The task: All of the records should be reproduced word for word, but no images may appear in the copy.

===== Data provided

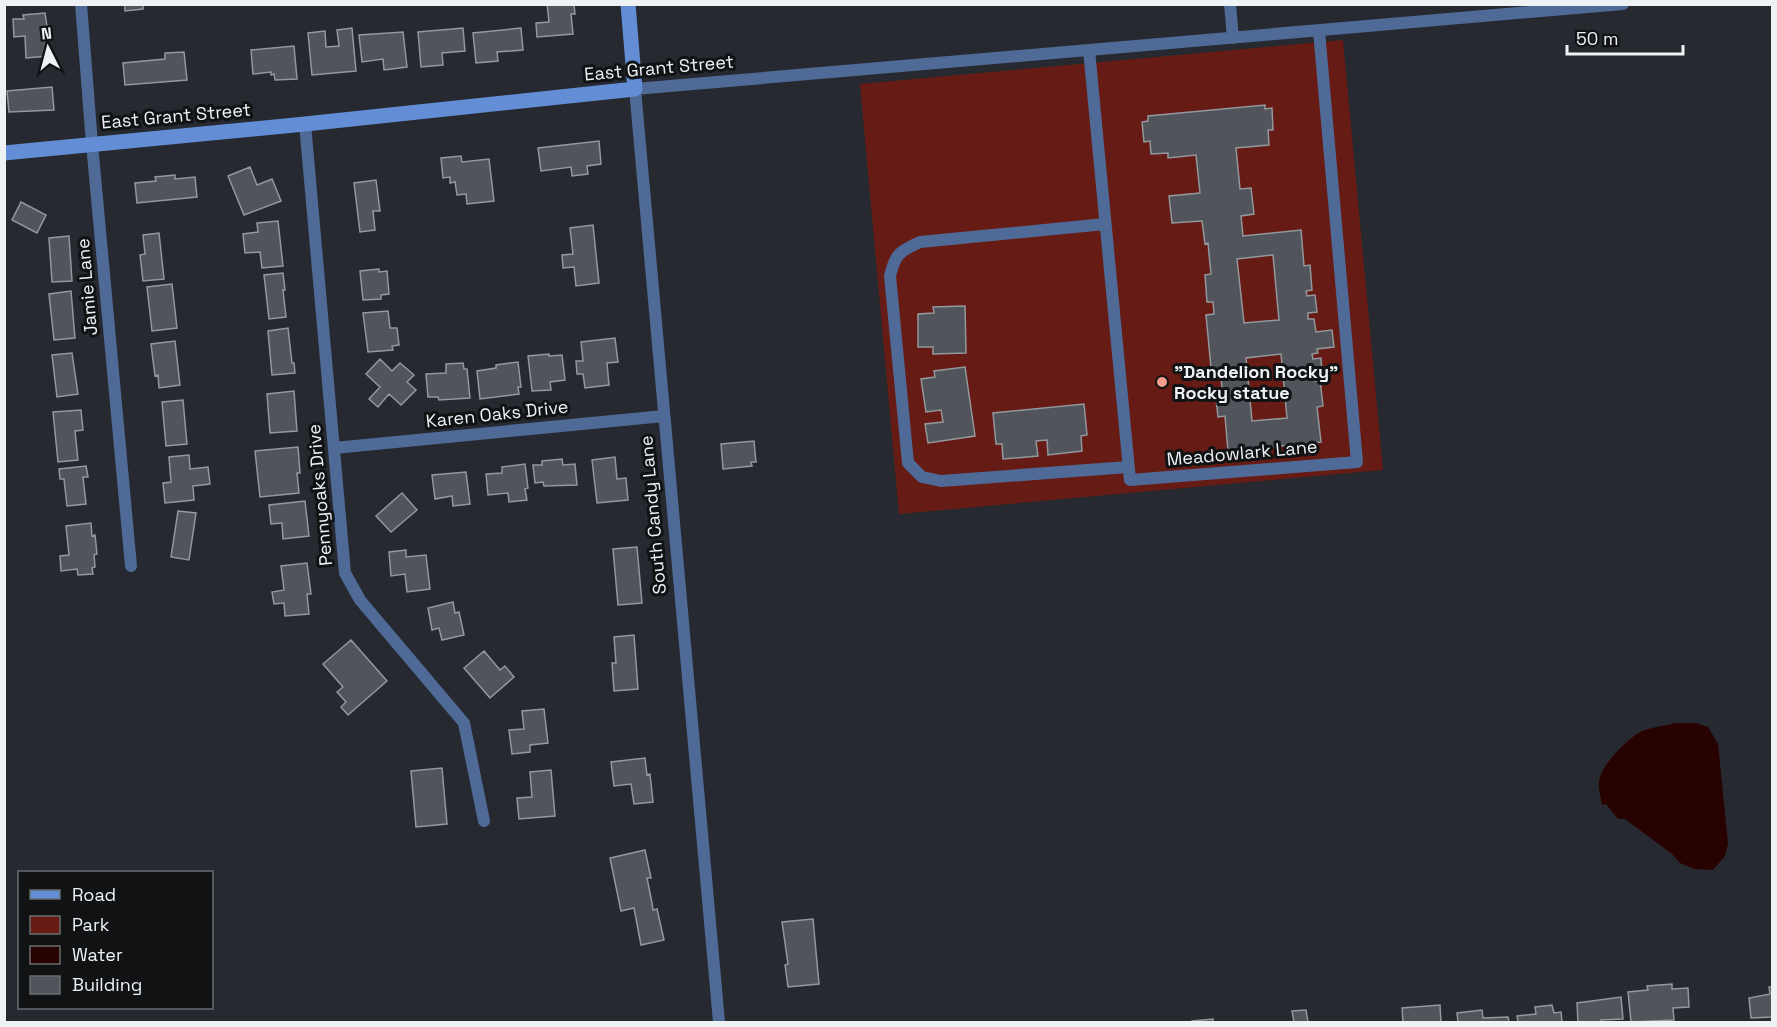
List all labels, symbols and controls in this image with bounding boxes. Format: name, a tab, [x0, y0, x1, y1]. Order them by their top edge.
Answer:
north arrow	[18, 18, 78, 78]
scale bar	[1567, 18, 1682, 56]
text: N	[40, 23, 53, 45]
text: 50 m	[1576, 27, 1618, 50]
street label: East Grant Street	[583, 50, 735, 85]
street label: East Grant Street	[100, 98, 252, 133]
street label: Jamie Lane	[71, 237, 102, 337]
place label: "Dandelion Rocky" Rocky statue	[1174, 360, 1338, 404]
marker: "Dandelion Rocky" Rocky statue	[1155, 375, 1169, 389]
street label: Karen Oaks Drive	[425, 395, 569, 432]
street label: Pennyoaks Drive	[302, 423, 337, 567]
street label: Meadowlark Lane	[1166, 434, 1318, 471]
street label: South Candy Lane	[634, 435, 671, 595]
legend	[18, 871, 213, 1009]
text: Road	[72, 883, 116, 906]
text: Park	[72, 913, 110, 936]
text: Water	[72, 943, 123, 966]
text: Building	[72, 973, 142, 996]

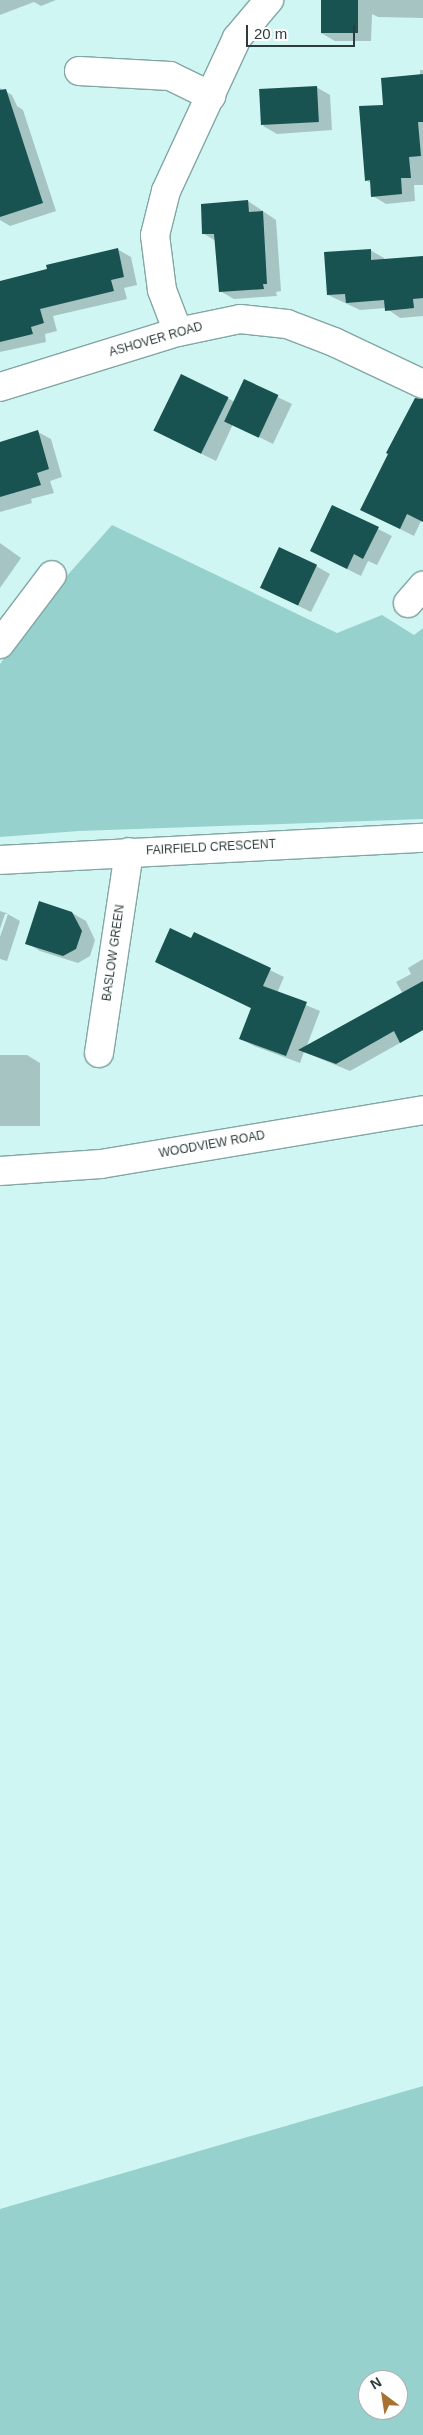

==========

Written solution:
List all labels, symbols and controls in this image with bounding boxes. Format: name, a tab, [x0, y0, x1, y1]. Order them by their top edge.
Answer:
north arrow	[18, 18, 78, 78]
scale bar	[1567, 18, 1682, 56]
text: N	[40, 23, 53, 45]
text: 50 m	[1576, 27, 1618, 50]
street label: East Grant Street	[583, 50, 735, 85]
street label: East Grant Street	[100, 98, 252, 133]
street label: Jamie Lane	[71, 237, 102, 337]
place label: "Dandelion Rocky" Rocky statue	[1174, 360, 1338, 404]
marker: "Dandelion Rocky" Rocky statue	[1155, 375, 1169, 389]
street label: Karen Oaks Drive	[425, 395, 569, 432]
street label: Pennyoaks Drive	[302, 423, 337, 567]
street label: Meadowlark Lane	[1166, 434, 1318, 471]
street label: South Candy Lane	[634, 435, 671, 595]
legend	[18, 871, 213, 1009]
text: Road	[72, 883, 116, 906]
text: Park	[72, 913, 110, 936]
text: Water	[72, 943, 123, 966]
text: Building	[72, 973, 142, 996]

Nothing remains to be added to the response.